# Your task
Return the records exactly, from the first line through the "position:relative; width:1894px; height:687px;" line.

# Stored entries
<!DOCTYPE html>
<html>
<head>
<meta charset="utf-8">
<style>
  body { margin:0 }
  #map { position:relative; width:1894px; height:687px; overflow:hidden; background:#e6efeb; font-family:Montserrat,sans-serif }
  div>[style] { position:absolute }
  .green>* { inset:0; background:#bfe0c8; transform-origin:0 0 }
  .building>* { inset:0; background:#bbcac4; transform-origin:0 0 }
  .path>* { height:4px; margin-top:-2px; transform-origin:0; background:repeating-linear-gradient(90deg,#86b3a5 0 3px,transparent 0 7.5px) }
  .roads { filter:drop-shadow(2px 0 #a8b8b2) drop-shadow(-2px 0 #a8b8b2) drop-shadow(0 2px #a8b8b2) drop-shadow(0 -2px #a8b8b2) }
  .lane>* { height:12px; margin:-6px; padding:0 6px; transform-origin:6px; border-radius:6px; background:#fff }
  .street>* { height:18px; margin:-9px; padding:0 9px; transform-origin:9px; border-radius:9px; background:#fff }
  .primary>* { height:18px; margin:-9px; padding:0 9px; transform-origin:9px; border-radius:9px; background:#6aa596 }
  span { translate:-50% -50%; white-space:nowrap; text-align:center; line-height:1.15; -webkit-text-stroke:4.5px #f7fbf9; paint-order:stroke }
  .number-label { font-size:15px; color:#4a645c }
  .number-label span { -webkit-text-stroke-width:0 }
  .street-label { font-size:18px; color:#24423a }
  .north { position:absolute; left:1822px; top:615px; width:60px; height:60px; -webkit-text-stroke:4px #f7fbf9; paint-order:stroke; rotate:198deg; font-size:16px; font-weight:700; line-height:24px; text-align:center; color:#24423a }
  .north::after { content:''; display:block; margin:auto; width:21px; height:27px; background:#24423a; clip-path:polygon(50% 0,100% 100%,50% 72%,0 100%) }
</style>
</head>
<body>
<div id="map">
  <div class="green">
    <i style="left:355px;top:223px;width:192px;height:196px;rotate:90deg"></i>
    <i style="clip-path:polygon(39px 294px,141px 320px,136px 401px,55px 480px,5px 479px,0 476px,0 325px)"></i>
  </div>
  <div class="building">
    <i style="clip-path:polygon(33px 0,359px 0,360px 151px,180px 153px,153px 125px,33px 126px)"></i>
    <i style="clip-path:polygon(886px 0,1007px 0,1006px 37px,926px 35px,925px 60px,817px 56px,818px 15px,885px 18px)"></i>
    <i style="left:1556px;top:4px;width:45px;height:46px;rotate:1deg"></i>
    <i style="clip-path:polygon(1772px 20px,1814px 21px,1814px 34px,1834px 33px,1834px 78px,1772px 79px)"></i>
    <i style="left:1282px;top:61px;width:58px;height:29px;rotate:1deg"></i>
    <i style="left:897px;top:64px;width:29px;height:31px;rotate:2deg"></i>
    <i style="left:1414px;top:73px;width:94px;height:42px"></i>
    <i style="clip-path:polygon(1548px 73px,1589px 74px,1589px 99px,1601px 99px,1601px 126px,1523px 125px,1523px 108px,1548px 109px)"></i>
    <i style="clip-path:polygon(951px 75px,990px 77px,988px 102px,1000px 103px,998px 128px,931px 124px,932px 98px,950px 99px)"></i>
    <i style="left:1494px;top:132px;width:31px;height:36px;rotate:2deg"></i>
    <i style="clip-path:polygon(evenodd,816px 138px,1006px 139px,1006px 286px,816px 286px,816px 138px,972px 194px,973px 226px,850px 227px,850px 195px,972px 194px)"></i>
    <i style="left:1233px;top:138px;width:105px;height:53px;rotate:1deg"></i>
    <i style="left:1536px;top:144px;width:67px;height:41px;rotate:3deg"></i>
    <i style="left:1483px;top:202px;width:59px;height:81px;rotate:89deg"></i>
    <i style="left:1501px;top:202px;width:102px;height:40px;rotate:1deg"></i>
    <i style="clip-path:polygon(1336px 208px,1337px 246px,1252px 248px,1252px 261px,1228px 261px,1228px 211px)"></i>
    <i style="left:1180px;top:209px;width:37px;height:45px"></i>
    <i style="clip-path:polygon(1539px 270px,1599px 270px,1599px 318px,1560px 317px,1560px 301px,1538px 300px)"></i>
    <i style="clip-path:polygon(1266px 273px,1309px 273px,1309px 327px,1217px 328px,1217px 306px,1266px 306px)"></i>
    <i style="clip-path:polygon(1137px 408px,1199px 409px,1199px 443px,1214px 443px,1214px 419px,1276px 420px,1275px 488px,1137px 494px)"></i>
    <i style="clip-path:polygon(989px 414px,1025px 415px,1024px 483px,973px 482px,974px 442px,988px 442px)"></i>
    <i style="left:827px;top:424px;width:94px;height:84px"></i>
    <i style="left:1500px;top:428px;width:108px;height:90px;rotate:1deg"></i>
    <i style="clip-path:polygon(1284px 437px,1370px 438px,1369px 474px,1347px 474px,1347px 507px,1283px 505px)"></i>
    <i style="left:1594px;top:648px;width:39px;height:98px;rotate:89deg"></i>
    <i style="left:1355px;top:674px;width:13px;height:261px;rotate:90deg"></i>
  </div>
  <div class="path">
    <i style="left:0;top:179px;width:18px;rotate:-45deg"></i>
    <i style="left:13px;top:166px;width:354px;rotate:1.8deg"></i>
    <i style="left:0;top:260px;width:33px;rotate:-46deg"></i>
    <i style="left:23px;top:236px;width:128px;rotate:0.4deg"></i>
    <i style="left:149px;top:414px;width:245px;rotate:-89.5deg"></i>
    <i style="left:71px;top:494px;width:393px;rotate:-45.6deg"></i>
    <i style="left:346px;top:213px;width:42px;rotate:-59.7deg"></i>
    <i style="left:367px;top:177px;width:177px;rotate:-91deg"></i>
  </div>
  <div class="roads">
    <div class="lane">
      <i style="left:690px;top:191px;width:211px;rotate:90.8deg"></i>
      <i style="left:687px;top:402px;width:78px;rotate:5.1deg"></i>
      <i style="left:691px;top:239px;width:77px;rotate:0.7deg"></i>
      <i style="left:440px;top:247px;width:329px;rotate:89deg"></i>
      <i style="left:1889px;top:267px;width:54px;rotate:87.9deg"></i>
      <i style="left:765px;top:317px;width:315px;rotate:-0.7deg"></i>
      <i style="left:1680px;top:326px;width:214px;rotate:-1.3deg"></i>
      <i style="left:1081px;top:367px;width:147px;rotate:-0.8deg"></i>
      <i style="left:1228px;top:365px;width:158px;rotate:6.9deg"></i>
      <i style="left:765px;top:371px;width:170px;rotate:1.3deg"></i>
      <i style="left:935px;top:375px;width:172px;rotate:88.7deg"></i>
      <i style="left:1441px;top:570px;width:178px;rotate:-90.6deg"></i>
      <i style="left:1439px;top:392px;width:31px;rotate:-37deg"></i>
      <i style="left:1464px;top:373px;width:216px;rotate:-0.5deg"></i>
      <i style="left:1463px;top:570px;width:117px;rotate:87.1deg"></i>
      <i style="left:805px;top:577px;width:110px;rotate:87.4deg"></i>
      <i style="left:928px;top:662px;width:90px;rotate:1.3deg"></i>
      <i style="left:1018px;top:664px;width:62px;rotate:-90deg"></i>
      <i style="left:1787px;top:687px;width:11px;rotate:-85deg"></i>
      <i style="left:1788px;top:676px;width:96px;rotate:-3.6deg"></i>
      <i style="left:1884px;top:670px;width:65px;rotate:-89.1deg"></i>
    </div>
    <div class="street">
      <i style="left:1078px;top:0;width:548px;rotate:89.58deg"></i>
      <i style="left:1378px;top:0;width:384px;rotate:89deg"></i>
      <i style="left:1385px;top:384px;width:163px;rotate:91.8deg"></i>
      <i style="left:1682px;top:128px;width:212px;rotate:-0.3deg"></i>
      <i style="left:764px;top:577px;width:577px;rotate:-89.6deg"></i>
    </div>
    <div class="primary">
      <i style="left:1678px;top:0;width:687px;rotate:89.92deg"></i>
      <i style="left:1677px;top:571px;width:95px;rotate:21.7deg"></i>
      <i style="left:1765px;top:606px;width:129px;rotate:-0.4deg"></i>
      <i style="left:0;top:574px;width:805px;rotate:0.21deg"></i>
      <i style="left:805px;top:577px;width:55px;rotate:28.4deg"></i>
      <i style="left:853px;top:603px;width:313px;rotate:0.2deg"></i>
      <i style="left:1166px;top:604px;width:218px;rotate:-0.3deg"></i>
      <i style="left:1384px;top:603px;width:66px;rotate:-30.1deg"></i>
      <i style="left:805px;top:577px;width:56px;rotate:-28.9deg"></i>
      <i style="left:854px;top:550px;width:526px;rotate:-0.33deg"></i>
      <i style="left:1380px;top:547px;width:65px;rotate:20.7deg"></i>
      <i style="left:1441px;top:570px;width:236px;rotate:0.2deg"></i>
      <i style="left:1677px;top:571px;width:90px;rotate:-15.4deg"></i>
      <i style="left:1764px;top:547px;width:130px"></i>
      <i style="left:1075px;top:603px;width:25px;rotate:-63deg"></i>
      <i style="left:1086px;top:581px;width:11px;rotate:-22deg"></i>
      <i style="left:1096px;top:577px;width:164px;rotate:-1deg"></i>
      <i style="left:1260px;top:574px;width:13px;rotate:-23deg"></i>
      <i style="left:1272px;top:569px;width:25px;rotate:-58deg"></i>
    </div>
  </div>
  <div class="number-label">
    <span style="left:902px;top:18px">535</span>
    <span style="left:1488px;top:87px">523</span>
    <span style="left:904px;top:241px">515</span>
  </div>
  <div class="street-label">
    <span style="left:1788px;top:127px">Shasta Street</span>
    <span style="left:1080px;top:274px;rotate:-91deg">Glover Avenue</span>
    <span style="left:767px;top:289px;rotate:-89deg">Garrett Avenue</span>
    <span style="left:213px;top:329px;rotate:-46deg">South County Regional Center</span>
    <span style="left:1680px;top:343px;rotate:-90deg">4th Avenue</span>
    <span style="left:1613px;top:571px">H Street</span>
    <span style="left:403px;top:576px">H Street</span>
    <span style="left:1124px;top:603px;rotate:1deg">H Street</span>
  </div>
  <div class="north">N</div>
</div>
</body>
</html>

# Completed exercise
<!DOCTYPE html>
<html>
<head>
<meta charset="utf-8">
<style>
  body { margin:0 }
  #map { position:relative; width:1894px; height:687px; overflow:hidden; background:#e6efeb; font-family:Montserrat,sans-serif }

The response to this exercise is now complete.